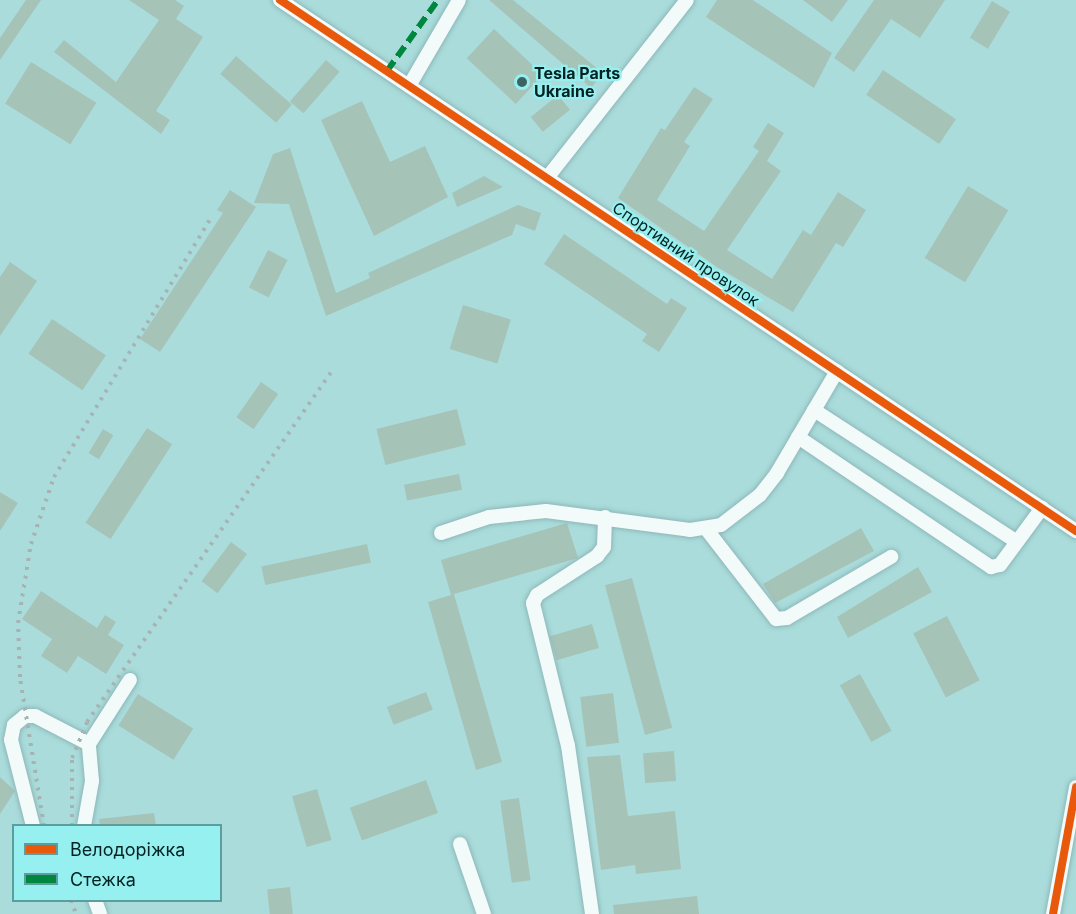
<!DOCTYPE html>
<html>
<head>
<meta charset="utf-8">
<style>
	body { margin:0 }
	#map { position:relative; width:1076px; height:914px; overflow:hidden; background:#aadcdc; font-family:Inter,sans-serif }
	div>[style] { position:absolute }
	.building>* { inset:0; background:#a6c3b8; transform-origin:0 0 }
	.roads { filter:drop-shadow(0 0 2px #8eb7b7) drop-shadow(0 0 2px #8eb7b7) }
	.minor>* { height:14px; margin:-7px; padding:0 7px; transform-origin:7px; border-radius:7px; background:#f2fafa }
	.rail>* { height:4px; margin-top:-2px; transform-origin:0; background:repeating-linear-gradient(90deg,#a7b3b3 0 3px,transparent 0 9px) }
	.quiet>* { height:6px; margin-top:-3px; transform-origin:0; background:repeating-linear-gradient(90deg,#00873e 0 12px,transparent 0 18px) }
	.cycleway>* { height:8px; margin:-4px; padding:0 4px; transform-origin:4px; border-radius:4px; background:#e8590c }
	.dots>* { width:16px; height:16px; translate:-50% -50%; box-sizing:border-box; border:3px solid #96f0f0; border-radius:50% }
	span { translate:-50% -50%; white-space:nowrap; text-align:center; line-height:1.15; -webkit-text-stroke:4.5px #96f0f0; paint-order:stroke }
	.poi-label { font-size:16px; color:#042222; font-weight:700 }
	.left { translate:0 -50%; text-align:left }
	.street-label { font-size:16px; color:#042222 }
	.legend { position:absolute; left:12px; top:824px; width:210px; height:78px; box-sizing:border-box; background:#96f0f0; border:2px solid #5c9e9e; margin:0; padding:8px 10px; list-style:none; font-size:18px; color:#042222 }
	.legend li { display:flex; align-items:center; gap:12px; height:30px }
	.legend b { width:30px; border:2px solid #5c9e9e }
</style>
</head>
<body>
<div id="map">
	<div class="building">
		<i style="clip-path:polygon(26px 0,41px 0,0 60px,0 38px)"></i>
		<i style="clip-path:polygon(129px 0,175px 0,184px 6px,176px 19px,203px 37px,156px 111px,170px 120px,161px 134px,54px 52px,64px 40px,116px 82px,159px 20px)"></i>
		<i style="clip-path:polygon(489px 0,513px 0,603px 73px,591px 88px)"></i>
		<i style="clip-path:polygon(717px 0,753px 0,832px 53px,814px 88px,706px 17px)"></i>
		<i style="clip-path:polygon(803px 0,848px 0,832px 22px)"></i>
		<i style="clip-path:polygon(874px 0,945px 0,920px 38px,891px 19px,854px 72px,834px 58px)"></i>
		<i style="left:992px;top:1px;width:21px;height:43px;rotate:31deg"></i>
		<i style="left:494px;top:29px;width:67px;height:40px;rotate:43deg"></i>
		<i style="left:236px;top:56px;width:74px;height:24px;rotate:41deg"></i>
		<i style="left:326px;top:60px;width:18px;height:55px;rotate:41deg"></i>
		<i style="left:31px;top:62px;width:77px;height:49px;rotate:32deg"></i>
		<i style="left:883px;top:70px;width:88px;height:30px;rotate:34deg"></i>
		<i style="clip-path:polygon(694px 87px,713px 99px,684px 142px,690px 146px,657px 200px,704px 231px,759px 151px,753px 147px,768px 123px,784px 133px,767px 161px,781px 171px,727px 250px,772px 279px,803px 230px,811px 235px,838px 192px,866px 210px,843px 247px,836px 243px,793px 312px,717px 267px,618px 198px,661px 128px,665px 130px)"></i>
		<i style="left:558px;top:95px;width:19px;height:35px;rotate:51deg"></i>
		<i style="clip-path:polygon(362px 101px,390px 162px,425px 146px,448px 197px,374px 236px,321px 120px)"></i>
		<i style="clip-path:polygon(290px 148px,336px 293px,370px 278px,368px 273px,518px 205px,541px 213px,535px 231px,516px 224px,512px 235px,326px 316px,289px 204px,254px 203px,273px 154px)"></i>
		<i style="clip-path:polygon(484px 176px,503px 187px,457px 207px,452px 193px)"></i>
		<i style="left:968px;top:186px;width:47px;height:84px;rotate:31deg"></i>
		<i style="clip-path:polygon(230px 190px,256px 207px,160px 352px,140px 339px,223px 213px,217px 210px)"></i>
		<i style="clip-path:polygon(564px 234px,667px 304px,671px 298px,687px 308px,659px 352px,642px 341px,647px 334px,544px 264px)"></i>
		<i style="left:268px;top:250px;width:22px;height:42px;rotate:27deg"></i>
		<i style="clip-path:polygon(10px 262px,37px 281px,0 336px,0 277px)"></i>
		<i style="left:463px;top:305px;width:50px;height:46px;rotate:17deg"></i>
		<i style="left:52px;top:319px;width:65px;height:42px;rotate:34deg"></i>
		<i style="left:261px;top:382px;width:21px;height:43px;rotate:35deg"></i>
		<i style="left:457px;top:409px;width:37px;height:83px;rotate:76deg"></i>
		<i style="left:147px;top:428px;width:30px;height:113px;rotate:33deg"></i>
		<i style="left:103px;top:429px;width:12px;height:28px;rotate:31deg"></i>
		<i style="left:459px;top:474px;width:16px;height:56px;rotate:79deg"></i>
		<i style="clip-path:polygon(0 492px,18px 503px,0 531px)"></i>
		<i style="clip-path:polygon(567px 523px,578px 558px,454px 594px,502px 762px,476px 770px,428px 602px,451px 595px,441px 560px)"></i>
		<i style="clip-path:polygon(861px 528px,874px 551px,775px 603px,763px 584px)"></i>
		<i style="left:231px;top:542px;width:20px;height:49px;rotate:37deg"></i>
		<i style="left:367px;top:544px;width:19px;height:108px;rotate:78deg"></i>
		<i style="clip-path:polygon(918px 567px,932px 592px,848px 638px,837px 617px)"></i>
		<i style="left:632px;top:578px;width:155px;height:28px;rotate:75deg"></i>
		<i style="clip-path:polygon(41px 591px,97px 628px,105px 615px,116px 622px,108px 635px,124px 645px,106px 674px,78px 656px,67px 673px,41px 656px,52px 639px,22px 619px)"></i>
		<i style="left:947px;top:616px;width:72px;height:38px;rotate:63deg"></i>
		<i style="left:592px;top:624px;width:25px;height:44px;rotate:74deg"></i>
		<i style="left:860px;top:674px;width:65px;height:23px;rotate:61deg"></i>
		<i style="left:426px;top:692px;width:19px;height:42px;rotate:69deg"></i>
		<i style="left:613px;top:693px;width:50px;height:33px;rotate:83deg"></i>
		<i style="left:138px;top:694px;width:65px;height:37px;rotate:32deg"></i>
		<i style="left:674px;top:751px;width:30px;height:31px;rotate:86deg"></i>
		<i style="clip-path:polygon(620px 755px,628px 816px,675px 811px,681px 869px,636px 874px,635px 865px,601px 870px,587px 757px)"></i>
		<i style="clip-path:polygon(0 777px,15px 791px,0 814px)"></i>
		<i style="left:426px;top:780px;width:35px;height:81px;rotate:70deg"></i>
		<i style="left:317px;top:789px;width:53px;height:26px;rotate:74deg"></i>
		<i style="left:519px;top:798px;width:83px;height:19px;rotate:82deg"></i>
		<i style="clip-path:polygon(154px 813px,156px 825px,100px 825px,99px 819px)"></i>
		<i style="left:290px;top:887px;width:27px;height:23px;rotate:84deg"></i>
		<i style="clip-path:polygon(697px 896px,699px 914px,614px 914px,613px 905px)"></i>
	</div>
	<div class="roads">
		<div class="minor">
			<i style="left:280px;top:0;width:957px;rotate:33.71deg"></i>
			<i style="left:409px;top:86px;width:99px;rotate:-59.8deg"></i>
			<i style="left:547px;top:178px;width:226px;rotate:-51.8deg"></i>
			<i style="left:814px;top:410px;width:242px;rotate:33deg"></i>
			<i style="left:798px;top:437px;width:233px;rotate:34deg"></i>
			<i style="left:991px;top:567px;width:9px;rotate:-13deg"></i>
			<i style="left:1000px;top:565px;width:71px;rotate:-53.6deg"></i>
			<i style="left:707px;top:530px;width:113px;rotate:52.2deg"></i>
			<i style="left:776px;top:619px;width:11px;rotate:-5deg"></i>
			<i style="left:787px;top:618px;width:121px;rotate:-30.4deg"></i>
			<i style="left:441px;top:533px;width:51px;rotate:-18.4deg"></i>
			<i style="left:489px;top:517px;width:57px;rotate:-6deg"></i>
			<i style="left:546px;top:511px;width:145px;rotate:7.5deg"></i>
			<i style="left:690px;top:530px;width:31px;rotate:-9deg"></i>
			<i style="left:721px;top:525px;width:49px;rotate:-37.6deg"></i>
			<i style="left:760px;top:495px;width:28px;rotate:-52deg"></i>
			<i style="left:777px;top:473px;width:118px;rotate:-59.5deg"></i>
			<i style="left:33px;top:826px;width:89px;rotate:-104.3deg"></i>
			<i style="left:11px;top:740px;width:15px;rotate:-79deg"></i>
			<i style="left:14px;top:725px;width:14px;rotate:-39deg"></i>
			<i style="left:25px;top:716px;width:10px"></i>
			<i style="left:35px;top:716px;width:61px;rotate:27.4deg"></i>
			<i style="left:84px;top:826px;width:46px;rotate:-79.9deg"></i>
			<i style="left:92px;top:781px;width:37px;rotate:-95deg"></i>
			<i style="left:89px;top:744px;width:76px;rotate:-57.4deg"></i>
			<i style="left:460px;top:844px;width:74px;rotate:71.1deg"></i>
			<i style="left:95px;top:900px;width:15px;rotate:70deg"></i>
			<i style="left:592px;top:914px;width:170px;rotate:-98.1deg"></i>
			<i style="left:568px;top:746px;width:147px;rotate:-103.8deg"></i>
			<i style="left:533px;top:603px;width:9px;rotate:-63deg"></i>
			<i style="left:537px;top:595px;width:72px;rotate:-33deg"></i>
			<i style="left:597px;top:556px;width:11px;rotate:-52deg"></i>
			<i style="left:604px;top:547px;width:30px;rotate:-88deg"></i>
			<i style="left:1053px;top:914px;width:129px;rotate:-79.7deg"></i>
		</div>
	</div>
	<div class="rail">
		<i style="left:44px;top:826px;width:151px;rotate:-99.2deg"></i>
		<i style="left:20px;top:677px;width:54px;rotate:-92.1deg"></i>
		<i style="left:18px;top:623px;width:80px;rotate:-80.7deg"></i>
		<i style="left:31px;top:544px;width:71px;rotate:-71.1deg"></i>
		<i style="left:54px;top:477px;width:301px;rotate:-58.8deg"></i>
		<i style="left:72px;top:826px;width:68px;rotate:-90deg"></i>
		<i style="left:72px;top:758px;width:39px;rotate:-67deg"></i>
		<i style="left:87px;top:722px;width:430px;rotate:-55.1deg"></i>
		<i style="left:71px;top:900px;width:15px;rotate:70deg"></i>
	</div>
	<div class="quiet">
		<i style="left:387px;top:71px;width:87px;rotate:-54.3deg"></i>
	</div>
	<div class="cycleway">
		<i style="left:280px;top:0;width:957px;rotate:33.71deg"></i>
		<i style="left:1053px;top:914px;width:129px;rotate:-79.7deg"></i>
	</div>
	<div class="dots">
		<i style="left:522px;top:82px;background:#3e6363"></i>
	</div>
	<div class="poi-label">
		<span class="left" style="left:534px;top:82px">Tesla Parts<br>Ukraine</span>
	</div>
	<div class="street-label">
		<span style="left:686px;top:254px;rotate:34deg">Спортивний провулок</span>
	</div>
	<ul class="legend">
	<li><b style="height:8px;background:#e8590c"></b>Велодоріжка</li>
	<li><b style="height:8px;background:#00873e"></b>Стежка</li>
	</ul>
</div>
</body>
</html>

────────────────────────────────────────

Your response should be made up of the lines in the data that contain the word "center".

	span { translate:-50% -50%; white-space:nowrap; text-align:center; line-height:1.15; -webkit-text-stroke:4.5px #96f0f0; paint-order:stroke }
	.legend li { display:flex; align-items:center; gap:12px; height:30px }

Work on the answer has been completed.